Just three weeks before the second planned year for filling the dam’s reservoir with water, Ethiopia’s Minister of Water, Irrigation, and Energy stated that the construction of the GERD’s body had not yet reached the height previously planned that is required to completely fill it by the second year.  The current height of the GERD is 565 meters, and construction work is in progress to reach 573 meters within the next 20 days, stated the Ethiopian news company Fana Broadcasting Corporate (FBC), citing Seleshi Bekele Awulachew, the Minister of Water, Irrigation, and Energy.  Officials in Addis Ababa have repeatedly stated that they will unilaterally fill the GERD’s reservoir, which has a capacity of 74 billion cubic meters, with 13.5 billion cubic meters of water in July and August to increase the accumulated water volume up to 18.4 billion cubic meters – in comparison with the 4.9 billion cubic meters delivered in 2020.

Egypt and Sudan, for their part, insist on signing a comprehensive, legally binding agreement with Ethiopia on the GERD. However, Addis Ababa has rejected that, but desires instead simple guidelines – ones that can be changed at any time, at Ethiopia’s discretion. While Addis Ababa affirms that the GERD issue is a matter of Ethiopian national sovereignty, Egyptian Minister of Foreign Affairs Sameh Shoukry has made it clear that “there is no sovereignty when it comes to an international river”. One senior diplomatic official also stressed that Egypt will not tolerate any harm inflicted by rash behavior, and will steadfastly defend its right to have water.
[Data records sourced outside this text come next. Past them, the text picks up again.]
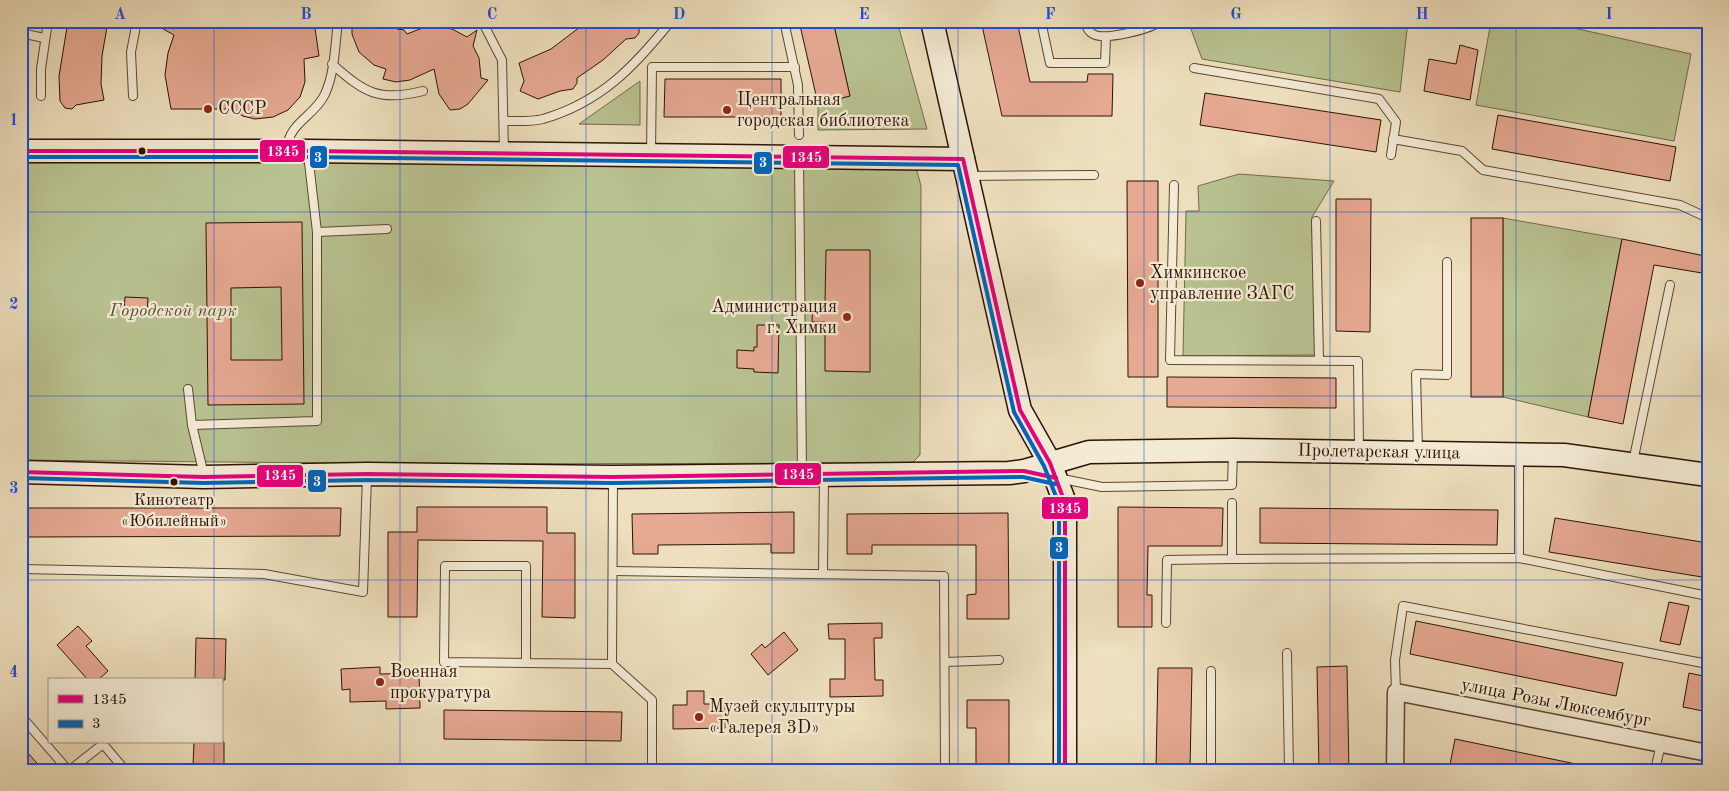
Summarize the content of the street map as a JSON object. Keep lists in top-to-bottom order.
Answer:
{
  "streets": {
    "street": ["Пролетарская улица", "улица Розы Люксембург"]
  },
  "parks": ["Городской парк"],
  "places": [
    "СССР",
    "Центральная городская библиотека",
    "Химкинское управление ЗАГС",
    "Администрация г. Химки",
    "Кинотеатр «Юбилейный»",
    "Военная прокуратура",
    "Музей скульптуры «Галерея 3D»"
  ],
  "lines": ["transit line 1345", "transit line 3"],
  "legend": ["1345", "3"],
  "grid": {
    "columns": [
      "A",
      "B",
      "C",
      "D",
      "E",
      "F",
      "G",
      "H",
      "I"
    ],
    "rows": [
      "1",
      "2",
      "3",
      "4"
    ]
  }
}
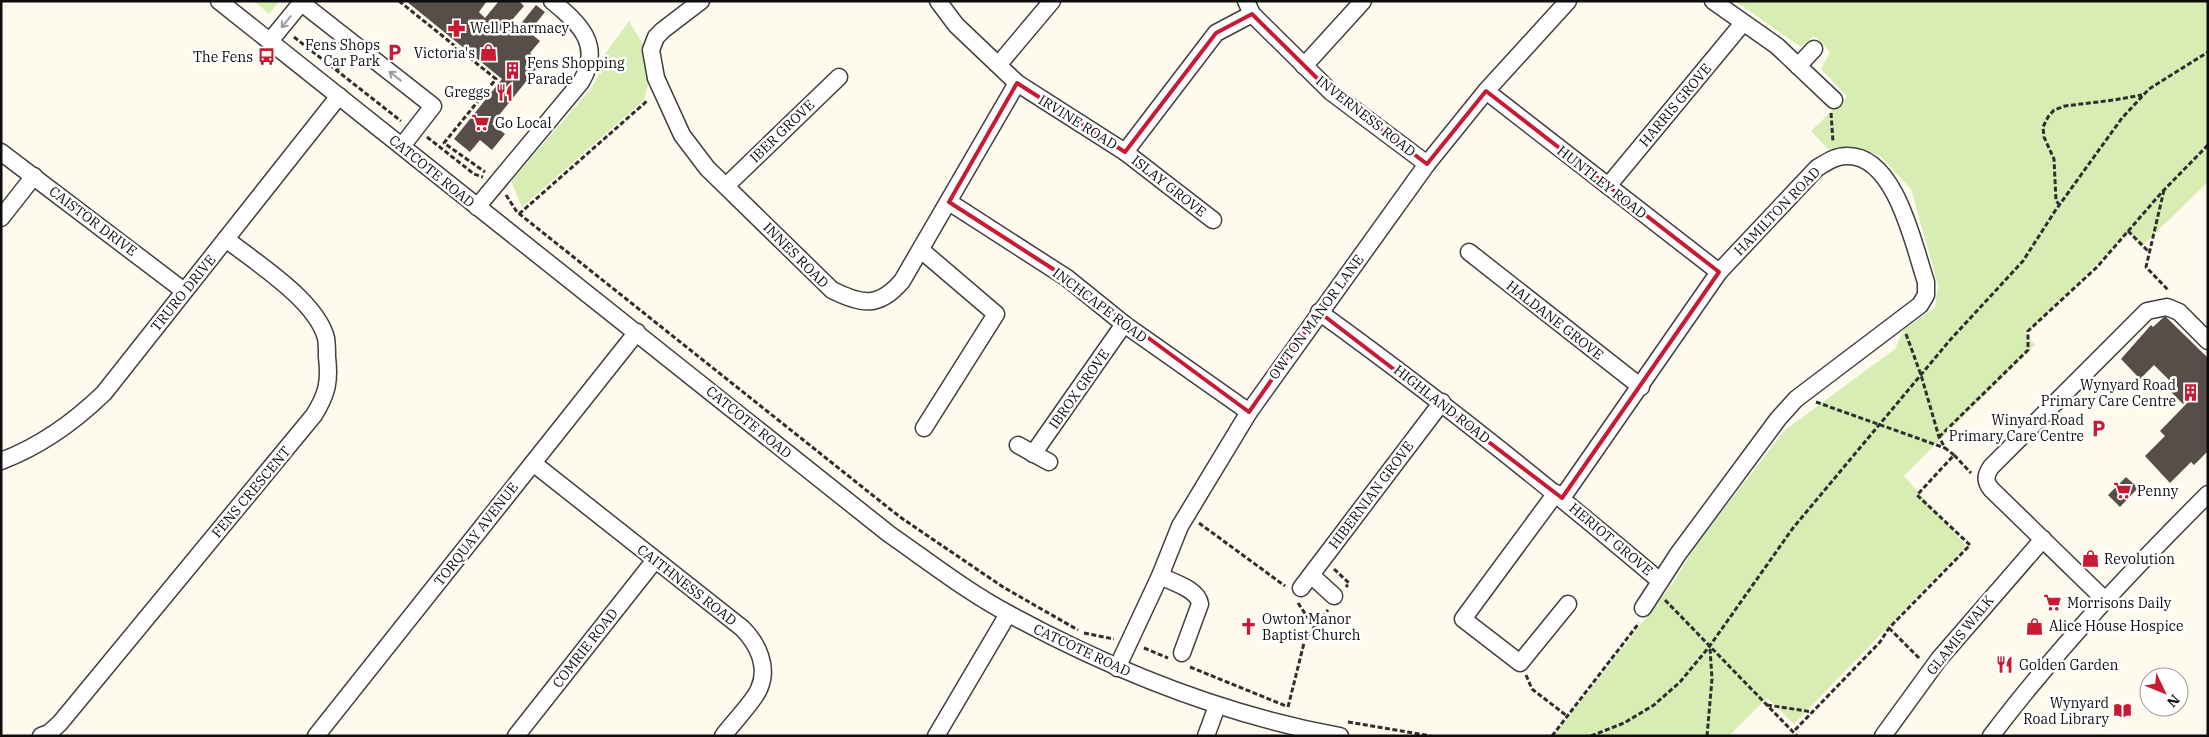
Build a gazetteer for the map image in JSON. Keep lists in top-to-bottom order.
{
  "streets": {
    "street": [
      "HARRIS GROVE",
      "INVERNESS ROAD",
      "IRVINE ROAD",
      "IBER GROVE",
      "CATCOTE ROAD",
      "HUNTLEY ROAD",
      "ISLAY GROVE",
      "HAMILTON ROAD",
      "CAISTOR DRIVE",
      "INNES ROAD",
      "TRURO DRIVE",
      "INCHCAPE ROAD",
      "OWTON MANOR LANE",
      "HALDANE GROVE",
      "IBROX GROVE",
      "HIGHLAND ROAD",
      "FENS CRESCENT",
      "HIBERNIAN GROVE",
      "TORQUAY AVENUE",
      "HERIOT GROVE",
      "CAITHNESS ROAD",
      "GLAMIS WALK",
      "COMRIE ROAD"
    ]
  },
  "crossings": [
    ["HARRIS GROVE", "HUNTLEY ROAD"],
    ["INVERNESS ROAD", "IRVINE ROAD"],
    ["INVERNESS ROAD", "OWTON MANOR LANE"],
    ["IRVINE ROAD", "ISLAY GROVE"],
    ["IRVINE ROAD", "INNES ROAD"],
    ["IBER GROVE", "INNES ROAD"],
    ["CATCOTE ROAD", "TRURO DRIVE"],
    ["CATCOTE ROAD", "OWTON MANOR LANE"],
    ["CATCOTE ROAD", "TORQUAY AVENUE"],
    ["HUNTLEY ROAD", "HAMILTON ROAD"],
    ["HUNTLEY ROAD", "OWTON MANOR LANE"],
    ["HAMILTON ROAD", "HALDANE GROVE"],
    ["HAMILTON ROAD", "HIGHLAND ROAD"],
    ["HAMILTON ROAD", "HERIOT GROVE"],
    ["CAISTOR DRIVE", "TRURO DRIVE"],
    ["INNES ROAD", "INCHCAPE ROAD"],
    ["TRURO DRIVE", "FENS CRESCENT"],
    ["INCHCAPE ROAD", "OWTON MANOR LANE"],
    ["INCHCAPE ROAD", "IBROX GROVE"],
    ["OWTON MANOR LANE", "HIGHLAND ROAD"],
    ["HIGHLAND ROAD", "HIBERNIAN GROVE"],
    ["HIGHLAND ROAD", "HERIOT GROVE"],
    ["TORQUAY AVENUE", "CAITHNESS ROAD"],
    ["CAITHNESS ROAD", "COMRIE ROAD"]
  ],
  "places": {
    "pharmacy": ["Well Pharmacy"],
    "parking": ["Fens Shops Car Park", "Winyard Road Primary Care Centre"],
    "shop": ["Victoria's", "Revolution", "Alice House Hospice"],
    "bus stop": ["The Fens"],
    "building": ["Fens Shopping Parade", "Wynyard Road Primary Care Centre"],
    "restaurant": ["Greggs", "Golden Garden"],
    "supermarket": ["Go Local", "Penny", "Morrisons Daily"],
    "church": ["Owton Manor Baptist Church"],
    "library": ["Wynyard Road Library"]
  },
  "north": "bottom right"
}
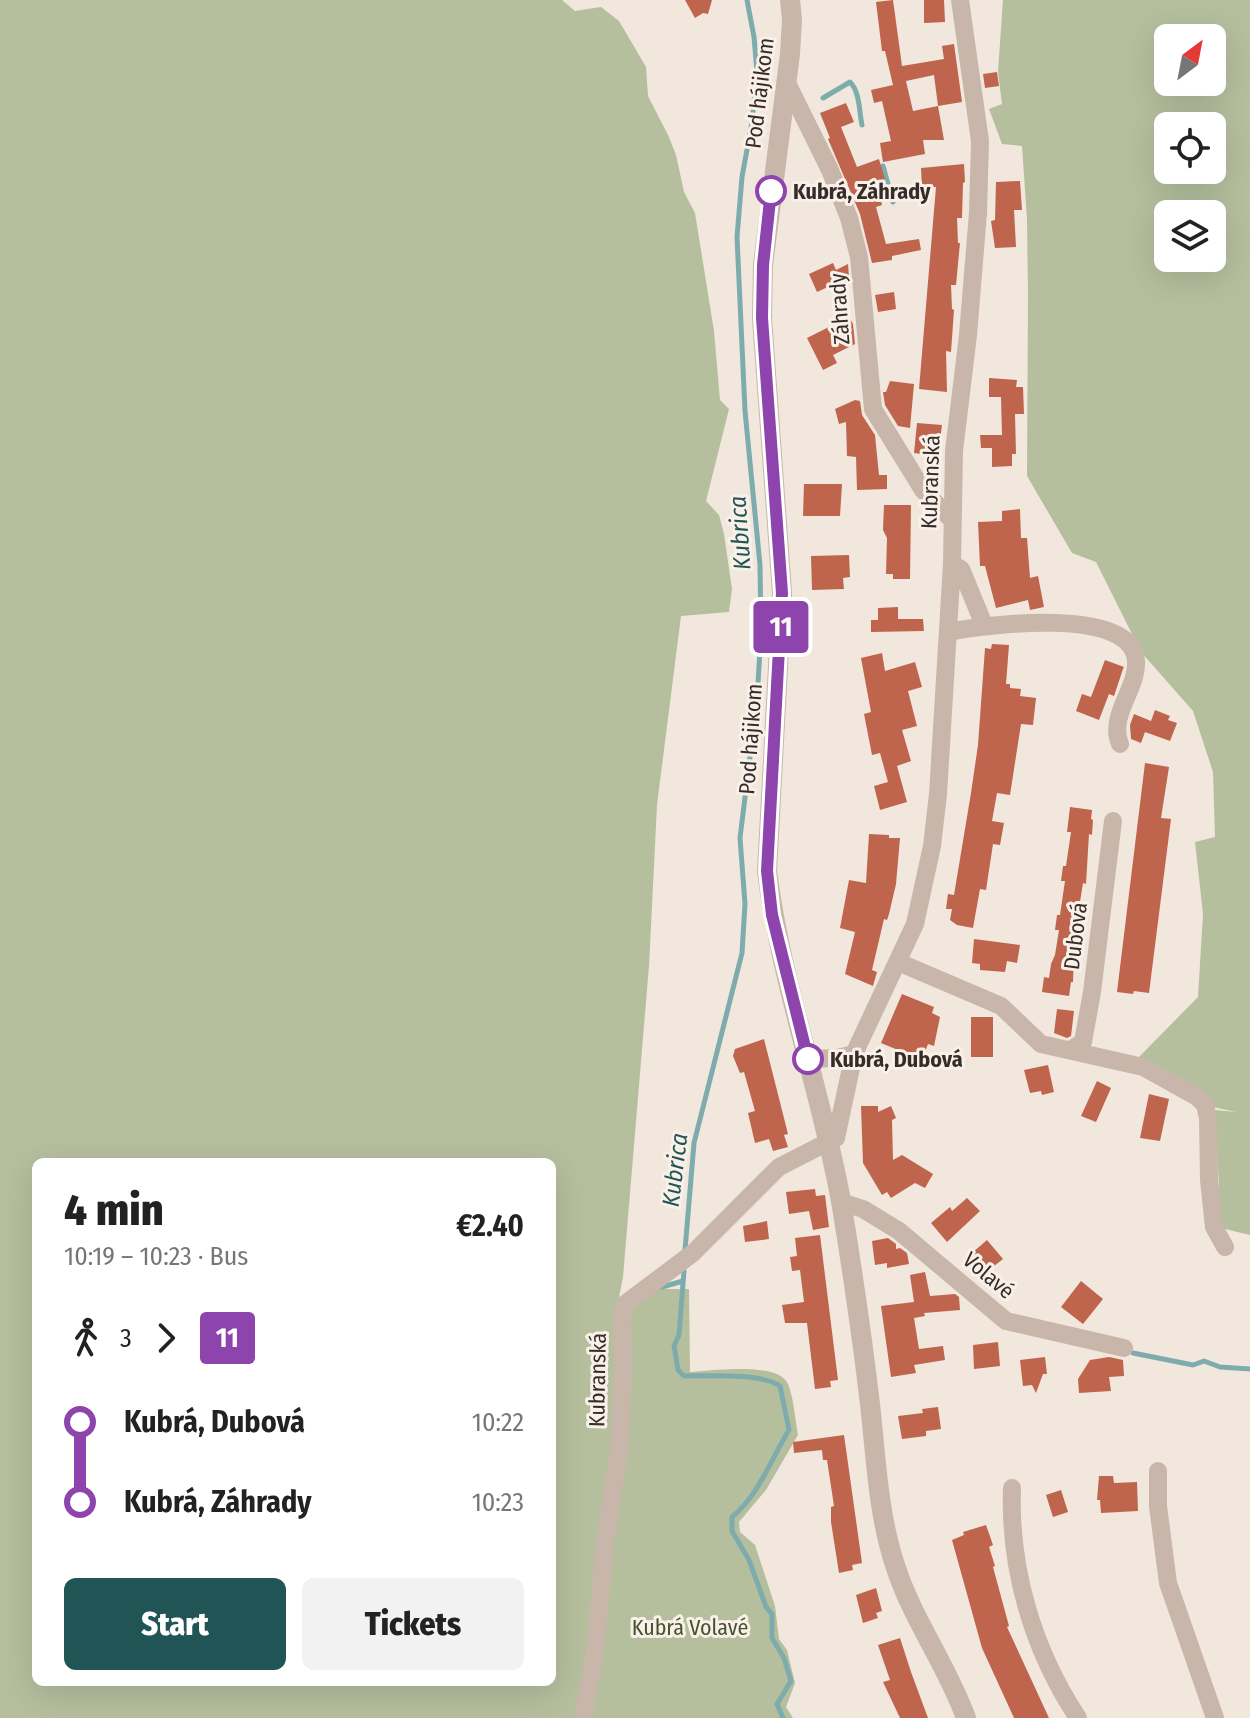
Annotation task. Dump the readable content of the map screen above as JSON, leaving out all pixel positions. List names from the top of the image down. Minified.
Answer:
{"streets":{"street":["Pod hájikom","Záhrady","Kubranská","Dubová","Volavé"]},"crossings":[["Pod hájikom","Záhrady"],["Pod hájikom","Kubranská"],["Záhrady","Kubranská"]],"water":["Kubrica"],"parks":["Kubrá Volavé"],"places":["Kubrá, Záhrady","Kubrá, Dubová"],"lines":["bus line 11"],"north":"top right","page":{"on_map":"11","heading":["4 min","10:19 – 10:23 · Bus","€2.40"],"legs":["3","11"],"list":[{"name":"Kubrá, Dubová","value":"10:22"},{"name":"Kubrá, Záhrady","value":"10:23"}],"buttons":["Start","Tickets"]}}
Ethiopia previously rejected that downstream countries enjoyed water rights under “colonial-era agreements”, and Foreign Ministry spokesperson Dina Mufti stated that it was “unacceptable” for Egypt and Sudan to use the historic Nile water sharing agreements as a reference point during negotiations on the GERD, which ultimately became deadlocked starting in April this year.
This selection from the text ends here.